_PROBLEM REQUIREMENTS_
All lines with the word "bounding" must be pulled from the entries below.

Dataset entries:
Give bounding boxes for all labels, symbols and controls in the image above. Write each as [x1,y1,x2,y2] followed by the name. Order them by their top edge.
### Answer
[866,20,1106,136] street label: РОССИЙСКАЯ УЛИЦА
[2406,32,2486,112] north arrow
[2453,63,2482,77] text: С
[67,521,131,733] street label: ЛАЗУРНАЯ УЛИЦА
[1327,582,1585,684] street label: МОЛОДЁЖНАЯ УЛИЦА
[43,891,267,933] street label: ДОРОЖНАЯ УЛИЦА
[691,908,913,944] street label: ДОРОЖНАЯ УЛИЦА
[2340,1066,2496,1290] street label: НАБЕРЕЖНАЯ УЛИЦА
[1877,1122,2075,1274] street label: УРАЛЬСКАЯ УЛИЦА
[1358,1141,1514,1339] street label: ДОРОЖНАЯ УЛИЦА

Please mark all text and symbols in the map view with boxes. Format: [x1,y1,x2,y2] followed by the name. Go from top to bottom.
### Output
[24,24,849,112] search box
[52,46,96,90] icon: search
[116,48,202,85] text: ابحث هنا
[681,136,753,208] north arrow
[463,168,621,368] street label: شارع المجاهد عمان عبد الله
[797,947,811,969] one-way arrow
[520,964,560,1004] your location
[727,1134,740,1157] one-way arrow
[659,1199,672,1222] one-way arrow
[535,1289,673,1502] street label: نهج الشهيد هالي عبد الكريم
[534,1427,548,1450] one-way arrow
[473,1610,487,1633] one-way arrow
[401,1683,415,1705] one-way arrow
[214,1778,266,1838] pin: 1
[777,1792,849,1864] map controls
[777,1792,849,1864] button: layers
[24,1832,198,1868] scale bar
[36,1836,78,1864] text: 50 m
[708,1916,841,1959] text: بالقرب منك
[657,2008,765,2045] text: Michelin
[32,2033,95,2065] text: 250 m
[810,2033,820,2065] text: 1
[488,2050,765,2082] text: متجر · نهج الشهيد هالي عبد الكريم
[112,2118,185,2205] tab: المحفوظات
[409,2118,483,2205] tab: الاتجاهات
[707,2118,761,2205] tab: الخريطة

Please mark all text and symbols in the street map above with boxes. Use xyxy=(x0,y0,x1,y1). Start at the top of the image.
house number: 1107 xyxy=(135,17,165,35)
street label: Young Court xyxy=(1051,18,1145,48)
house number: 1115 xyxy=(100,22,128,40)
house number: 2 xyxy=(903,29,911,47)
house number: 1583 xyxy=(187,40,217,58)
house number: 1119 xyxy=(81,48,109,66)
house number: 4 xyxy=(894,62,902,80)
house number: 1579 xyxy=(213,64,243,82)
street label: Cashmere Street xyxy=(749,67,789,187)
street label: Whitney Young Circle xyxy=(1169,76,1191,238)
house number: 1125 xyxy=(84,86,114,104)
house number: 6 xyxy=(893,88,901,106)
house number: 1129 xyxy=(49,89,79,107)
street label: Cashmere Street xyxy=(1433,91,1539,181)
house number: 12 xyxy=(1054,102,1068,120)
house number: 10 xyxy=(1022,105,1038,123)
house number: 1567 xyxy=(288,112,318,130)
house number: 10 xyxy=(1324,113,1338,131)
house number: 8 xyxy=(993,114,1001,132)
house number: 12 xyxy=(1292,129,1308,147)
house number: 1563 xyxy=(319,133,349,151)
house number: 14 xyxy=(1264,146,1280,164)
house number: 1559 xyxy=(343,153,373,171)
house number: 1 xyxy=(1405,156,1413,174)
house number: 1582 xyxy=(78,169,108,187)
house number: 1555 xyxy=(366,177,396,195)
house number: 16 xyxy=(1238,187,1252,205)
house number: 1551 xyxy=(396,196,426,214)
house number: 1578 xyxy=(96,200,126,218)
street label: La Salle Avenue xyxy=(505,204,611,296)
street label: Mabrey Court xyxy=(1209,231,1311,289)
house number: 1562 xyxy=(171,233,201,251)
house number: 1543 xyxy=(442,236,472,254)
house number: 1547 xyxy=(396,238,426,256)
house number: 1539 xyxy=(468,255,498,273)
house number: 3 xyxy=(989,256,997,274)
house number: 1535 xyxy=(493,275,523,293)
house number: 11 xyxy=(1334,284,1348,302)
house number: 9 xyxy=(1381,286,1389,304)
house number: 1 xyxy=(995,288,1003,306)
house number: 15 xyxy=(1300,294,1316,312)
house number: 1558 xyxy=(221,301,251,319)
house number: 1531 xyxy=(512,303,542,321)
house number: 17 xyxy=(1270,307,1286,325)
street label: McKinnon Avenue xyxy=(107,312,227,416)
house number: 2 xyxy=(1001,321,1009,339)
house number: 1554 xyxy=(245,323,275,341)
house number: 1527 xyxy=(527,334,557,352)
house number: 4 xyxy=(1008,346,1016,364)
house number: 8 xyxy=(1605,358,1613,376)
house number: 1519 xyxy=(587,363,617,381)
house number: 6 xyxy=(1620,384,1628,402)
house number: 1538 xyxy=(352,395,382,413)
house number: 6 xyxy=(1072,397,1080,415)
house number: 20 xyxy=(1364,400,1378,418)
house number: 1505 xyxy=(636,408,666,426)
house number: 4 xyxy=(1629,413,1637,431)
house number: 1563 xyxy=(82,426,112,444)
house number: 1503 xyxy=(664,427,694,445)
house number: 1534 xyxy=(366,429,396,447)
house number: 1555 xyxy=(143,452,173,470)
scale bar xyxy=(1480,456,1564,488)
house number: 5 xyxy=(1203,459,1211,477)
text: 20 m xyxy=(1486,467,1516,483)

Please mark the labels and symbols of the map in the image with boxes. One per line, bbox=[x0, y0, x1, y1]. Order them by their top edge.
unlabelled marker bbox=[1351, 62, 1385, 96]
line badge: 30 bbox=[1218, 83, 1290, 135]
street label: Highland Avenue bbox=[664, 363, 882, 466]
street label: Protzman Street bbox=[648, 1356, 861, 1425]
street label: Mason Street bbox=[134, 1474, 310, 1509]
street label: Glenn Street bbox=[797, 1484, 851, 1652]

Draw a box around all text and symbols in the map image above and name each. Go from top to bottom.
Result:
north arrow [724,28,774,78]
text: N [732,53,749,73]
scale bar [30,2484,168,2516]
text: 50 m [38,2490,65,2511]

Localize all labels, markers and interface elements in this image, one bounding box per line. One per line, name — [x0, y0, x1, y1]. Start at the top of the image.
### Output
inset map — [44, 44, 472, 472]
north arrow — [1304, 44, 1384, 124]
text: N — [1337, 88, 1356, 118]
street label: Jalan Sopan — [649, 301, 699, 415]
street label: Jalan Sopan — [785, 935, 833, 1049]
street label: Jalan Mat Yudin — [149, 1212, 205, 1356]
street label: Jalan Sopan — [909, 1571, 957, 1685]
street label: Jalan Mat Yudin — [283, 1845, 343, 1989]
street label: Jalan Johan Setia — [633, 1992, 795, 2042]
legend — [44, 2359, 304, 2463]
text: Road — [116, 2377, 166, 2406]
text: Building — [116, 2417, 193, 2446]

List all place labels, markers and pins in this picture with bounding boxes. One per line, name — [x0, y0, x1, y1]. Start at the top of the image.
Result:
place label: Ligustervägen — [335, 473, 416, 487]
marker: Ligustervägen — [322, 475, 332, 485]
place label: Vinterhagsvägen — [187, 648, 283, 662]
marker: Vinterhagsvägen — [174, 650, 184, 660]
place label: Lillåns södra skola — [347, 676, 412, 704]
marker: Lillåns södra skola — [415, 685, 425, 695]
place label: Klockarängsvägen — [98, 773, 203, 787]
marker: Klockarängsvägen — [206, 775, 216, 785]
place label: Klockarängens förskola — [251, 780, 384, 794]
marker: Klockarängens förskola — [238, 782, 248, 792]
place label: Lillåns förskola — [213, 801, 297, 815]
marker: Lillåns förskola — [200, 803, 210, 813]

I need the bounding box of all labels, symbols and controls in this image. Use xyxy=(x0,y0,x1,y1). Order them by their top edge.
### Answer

_ANSWER TO THE EXERCISE_
Give bounding boxes for all labels, symbols and controls in the image above. Write each as [x1,y1,x2,y2] followed by the name. Order them by their top edge.
Localize all labels, markers and interface elements in this image, one bounding box per line. One per line, name — [x0, y0, x1, y1]. Start at the top of the image.
List all place labels, markers and pins in this picture with bounding boxes. One per line, name — [x0, y0, x1, y1]. Start at the top of the image.
I need the bounding box of all labels, symbols and controls in this image. Use xyxy=(x0,y0,x1,y1). Order them by their top edge.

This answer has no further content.